▶ _What to do_: Go through the entries below and collect each line with the string "position" in it.

▶ _Recorded data_:
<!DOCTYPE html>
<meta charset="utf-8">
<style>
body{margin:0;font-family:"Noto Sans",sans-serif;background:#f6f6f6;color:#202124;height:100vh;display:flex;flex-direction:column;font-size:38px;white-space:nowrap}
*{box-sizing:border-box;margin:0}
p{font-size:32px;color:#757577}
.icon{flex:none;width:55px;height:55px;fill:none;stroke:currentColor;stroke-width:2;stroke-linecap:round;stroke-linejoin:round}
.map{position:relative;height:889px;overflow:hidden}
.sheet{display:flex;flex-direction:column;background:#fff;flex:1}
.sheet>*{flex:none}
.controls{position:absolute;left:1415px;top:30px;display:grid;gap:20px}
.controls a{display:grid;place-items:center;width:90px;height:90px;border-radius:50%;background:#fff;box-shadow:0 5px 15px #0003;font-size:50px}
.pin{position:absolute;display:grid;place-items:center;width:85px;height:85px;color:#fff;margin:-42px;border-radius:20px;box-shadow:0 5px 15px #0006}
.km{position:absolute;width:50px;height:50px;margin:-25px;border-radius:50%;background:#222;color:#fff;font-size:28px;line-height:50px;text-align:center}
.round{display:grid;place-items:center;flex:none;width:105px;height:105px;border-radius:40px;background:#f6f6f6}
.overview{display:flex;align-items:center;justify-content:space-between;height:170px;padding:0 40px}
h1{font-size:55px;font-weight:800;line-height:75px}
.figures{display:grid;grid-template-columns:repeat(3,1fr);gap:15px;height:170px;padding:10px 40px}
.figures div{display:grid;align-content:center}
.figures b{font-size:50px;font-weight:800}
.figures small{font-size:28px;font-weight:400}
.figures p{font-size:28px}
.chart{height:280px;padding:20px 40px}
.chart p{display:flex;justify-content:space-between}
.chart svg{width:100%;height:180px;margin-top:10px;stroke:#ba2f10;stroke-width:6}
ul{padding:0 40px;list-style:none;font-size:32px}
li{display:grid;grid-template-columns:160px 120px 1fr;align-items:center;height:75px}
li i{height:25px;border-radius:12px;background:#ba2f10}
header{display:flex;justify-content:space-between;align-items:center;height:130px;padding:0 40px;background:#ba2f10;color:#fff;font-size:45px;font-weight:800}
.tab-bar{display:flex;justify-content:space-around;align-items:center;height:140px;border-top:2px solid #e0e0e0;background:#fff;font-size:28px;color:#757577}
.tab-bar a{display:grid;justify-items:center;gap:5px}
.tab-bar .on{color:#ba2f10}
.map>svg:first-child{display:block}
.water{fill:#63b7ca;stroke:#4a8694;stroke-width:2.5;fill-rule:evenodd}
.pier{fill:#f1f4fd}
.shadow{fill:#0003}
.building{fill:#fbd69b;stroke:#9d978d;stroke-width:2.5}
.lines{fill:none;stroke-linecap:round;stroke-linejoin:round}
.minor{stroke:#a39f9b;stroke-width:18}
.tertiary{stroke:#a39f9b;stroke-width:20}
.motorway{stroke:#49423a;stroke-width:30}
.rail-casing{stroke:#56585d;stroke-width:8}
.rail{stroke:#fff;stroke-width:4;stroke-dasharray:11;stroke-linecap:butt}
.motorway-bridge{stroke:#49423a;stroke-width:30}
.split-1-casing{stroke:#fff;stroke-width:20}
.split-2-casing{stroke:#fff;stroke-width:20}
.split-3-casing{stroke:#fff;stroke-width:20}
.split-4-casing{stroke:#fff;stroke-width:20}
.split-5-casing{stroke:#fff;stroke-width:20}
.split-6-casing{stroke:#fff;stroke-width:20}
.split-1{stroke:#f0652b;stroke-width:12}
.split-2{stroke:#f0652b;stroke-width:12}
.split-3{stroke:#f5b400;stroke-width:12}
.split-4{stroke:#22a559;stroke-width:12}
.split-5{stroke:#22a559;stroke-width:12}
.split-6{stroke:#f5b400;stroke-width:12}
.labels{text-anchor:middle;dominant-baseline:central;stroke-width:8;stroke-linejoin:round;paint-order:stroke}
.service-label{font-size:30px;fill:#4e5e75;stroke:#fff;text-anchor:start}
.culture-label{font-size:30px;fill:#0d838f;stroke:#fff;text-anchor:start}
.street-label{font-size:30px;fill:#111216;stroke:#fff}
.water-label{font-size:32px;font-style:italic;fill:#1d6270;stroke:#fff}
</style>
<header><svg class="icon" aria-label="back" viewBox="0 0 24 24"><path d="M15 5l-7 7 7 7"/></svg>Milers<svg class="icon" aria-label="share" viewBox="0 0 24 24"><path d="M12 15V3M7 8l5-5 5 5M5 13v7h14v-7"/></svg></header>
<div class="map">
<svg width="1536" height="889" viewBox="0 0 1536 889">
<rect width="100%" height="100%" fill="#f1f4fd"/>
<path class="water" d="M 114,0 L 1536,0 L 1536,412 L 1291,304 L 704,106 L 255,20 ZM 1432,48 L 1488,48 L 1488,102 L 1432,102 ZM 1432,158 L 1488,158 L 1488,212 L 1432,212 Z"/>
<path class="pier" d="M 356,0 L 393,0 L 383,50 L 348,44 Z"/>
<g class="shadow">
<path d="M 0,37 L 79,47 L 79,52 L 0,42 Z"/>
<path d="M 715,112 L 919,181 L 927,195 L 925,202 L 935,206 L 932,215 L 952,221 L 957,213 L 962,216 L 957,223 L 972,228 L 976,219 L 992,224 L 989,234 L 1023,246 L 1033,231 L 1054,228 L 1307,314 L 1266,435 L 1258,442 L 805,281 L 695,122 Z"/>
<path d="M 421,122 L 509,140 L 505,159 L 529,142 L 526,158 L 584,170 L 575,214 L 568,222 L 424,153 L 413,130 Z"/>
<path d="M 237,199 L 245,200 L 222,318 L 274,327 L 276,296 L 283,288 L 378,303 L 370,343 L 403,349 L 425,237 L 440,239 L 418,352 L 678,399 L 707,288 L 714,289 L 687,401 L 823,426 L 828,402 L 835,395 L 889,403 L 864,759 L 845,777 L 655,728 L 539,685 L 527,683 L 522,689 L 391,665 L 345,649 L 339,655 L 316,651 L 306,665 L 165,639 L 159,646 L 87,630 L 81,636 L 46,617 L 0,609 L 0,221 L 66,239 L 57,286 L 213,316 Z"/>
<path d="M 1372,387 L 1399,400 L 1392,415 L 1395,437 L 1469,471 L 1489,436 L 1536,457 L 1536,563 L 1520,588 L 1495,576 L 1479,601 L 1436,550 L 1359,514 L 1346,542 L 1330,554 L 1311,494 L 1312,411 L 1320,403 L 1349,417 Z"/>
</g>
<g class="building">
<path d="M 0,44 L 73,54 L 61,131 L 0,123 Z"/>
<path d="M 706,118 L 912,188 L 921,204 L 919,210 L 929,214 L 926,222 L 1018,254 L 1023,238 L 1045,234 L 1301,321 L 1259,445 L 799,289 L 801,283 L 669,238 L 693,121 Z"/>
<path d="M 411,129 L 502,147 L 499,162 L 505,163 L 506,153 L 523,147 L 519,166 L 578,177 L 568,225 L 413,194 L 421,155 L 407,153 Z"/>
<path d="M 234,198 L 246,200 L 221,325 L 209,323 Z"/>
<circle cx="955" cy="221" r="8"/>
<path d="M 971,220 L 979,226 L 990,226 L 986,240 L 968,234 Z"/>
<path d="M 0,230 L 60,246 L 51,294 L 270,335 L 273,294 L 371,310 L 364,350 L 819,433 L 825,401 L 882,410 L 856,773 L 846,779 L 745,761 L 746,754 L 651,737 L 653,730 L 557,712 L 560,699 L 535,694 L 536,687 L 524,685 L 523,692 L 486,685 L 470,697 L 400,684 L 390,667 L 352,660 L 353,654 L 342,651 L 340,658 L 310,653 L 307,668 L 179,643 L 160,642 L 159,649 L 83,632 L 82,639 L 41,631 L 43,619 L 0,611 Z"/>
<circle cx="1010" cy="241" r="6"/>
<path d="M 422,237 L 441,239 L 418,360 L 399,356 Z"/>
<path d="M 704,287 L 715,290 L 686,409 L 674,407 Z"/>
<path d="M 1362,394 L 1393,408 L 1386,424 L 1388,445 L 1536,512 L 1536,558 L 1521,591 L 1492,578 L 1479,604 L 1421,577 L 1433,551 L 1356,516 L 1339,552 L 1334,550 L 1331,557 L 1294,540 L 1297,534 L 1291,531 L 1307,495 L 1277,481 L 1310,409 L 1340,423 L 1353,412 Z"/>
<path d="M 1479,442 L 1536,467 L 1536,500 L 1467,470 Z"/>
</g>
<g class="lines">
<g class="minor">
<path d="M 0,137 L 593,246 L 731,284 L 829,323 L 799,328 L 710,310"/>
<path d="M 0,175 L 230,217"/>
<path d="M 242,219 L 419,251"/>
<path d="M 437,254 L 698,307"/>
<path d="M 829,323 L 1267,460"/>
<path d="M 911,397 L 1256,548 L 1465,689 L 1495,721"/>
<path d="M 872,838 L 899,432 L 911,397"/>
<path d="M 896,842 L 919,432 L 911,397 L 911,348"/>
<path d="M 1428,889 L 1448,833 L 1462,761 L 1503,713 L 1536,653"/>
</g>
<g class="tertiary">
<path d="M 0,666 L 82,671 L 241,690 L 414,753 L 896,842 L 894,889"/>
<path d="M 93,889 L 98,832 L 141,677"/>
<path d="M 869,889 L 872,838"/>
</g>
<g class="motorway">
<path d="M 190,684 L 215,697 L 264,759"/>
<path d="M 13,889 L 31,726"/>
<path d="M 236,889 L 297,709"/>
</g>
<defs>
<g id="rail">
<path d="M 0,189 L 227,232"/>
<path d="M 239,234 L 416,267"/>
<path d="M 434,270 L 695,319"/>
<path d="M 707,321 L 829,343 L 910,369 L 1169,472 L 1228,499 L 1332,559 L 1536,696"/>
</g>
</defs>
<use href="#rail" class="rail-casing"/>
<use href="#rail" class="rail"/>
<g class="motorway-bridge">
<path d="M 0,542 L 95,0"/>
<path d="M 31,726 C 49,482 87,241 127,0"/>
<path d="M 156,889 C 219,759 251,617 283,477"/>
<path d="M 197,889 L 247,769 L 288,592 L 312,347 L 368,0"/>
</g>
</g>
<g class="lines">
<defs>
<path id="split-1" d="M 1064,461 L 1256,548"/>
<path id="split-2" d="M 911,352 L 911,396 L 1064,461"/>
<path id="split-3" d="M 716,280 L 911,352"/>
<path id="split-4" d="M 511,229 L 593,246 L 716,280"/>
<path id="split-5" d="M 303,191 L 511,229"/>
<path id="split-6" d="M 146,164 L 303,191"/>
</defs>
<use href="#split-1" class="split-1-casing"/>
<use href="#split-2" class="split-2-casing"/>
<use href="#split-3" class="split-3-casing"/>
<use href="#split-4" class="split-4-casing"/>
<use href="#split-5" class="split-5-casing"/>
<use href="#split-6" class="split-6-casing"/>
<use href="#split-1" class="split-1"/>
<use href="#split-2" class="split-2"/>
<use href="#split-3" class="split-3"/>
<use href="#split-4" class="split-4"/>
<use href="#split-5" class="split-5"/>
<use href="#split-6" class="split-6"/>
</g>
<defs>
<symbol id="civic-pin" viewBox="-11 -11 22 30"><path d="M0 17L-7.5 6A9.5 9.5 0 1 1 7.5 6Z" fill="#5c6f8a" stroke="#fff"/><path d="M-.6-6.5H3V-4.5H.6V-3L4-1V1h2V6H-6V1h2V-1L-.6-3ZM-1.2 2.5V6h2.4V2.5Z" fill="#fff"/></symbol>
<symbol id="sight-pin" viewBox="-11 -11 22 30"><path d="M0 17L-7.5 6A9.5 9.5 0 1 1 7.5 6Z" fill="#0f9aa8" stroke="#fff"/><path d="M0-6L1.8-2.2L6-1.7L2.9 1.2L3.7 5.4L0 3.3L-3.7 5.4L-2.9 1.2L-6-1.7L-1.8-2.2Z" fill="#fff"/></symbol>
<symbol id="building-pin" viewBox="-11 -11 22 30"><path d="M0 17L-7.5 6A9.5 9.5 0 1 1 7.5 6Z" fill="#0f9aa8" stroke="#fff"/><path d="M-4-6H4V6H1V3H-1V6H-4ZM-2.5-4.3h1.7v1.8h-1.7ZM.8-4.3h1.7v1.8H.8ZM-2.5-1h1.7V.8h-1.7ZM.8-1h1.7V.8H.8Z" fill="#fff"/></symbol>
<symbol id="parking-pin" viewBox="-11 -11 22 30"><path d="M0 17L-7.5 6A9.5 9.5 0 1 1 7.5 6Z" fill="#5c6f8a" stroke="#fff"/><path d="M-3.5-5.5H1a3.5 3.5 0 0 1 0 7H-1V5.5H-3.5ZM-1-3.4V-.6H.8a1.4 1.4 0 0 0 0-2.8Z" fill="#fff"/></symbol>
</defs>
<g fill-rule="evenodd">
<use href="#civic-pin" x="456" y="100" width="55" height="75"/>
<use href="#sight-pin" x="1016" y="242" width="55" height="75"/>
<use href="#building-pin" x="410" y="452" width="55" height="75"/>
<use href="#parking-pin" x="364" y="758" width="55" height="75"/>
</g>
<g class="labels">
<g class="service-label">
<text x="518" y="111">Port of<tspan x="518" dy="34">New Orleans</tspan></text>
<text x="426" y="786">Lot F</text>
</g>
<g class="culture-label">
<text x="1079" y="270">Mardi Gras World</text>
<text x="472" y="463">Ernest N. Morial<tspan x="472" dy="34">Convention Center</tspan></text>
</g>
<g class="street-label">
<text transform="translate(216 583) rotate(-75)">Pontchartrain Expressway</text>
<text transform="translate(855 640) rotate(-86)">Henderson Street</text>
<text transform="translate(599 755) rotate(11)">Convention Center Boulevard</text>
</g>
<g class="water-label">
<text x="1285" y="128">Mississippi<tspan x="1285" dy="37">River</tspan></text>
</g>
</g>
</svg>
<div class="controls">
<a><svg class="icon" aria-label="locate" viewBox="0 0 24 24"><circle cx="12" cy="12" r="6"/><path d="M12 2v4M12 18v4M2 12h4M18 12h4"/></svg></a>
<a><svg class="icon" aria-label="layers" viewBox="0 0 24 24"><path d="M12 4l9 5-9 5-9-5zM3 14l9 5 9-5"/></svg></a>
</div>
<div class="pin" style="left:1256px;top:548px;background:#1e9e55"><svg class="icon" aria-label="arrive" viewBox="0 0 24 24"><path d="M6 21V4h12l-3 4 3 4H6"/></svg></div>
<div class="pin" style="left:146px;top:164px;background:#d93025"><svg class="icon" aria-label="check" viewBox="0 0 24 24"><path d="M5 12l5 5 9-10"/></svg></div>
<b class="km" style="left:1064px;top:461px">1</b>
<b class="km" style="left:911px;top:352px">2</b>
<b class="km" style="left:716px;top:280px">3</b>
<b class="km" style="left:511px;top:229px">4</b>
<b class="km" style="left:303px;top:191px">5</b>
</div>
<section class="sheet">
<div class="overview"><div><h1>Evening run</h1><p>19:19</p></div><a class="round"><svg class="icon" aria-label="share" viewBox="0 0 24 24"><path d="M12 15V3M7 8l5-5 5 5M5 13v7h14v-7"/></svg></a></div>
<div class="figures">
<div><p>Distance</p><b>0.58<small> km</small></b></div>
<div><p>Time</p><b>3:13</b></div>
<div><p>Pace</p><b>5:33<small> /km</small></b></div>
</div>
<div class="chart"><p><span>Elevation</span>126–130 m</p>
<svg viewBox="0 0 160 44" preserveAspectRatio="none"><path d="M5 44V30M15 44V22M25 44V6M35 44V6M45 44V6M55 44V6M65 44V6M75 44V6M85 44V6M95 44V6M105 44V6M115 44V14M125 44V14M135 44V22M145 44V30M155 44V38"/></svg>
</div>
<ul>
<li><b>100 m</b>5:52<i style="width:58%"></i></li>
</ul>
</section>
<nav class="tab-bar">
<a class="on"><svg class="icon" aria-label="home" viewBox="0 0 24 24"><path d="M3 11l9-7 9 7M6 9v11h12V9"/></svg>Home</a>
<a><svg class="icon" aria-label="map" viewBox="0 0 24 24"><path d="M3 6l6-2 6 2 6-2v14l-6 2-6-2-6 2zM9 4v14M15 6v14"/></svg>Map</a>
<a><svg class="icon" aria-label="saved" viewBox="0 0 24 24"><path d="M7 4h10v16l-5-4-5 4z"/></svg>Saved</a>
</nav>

▶ _Result of this exercise_:
.map{position:relative;height:889px;overflow:hidden}
.controls{position:absolute;left:1415px;top:30px;display:grid;gap:20px}
.pin{position:absolute;display:grid;place-items:center;width:85px;height:85px;color:#fff;margin:-42px;border-radius:20px;box-shadow:0 5px 15px #0006}
.km{position:absolute;width:50px;height:50px;margin:-25px;border-radius:50%;background:#222;color:#fff;font-size:28px;line-height:50px;text-align:center}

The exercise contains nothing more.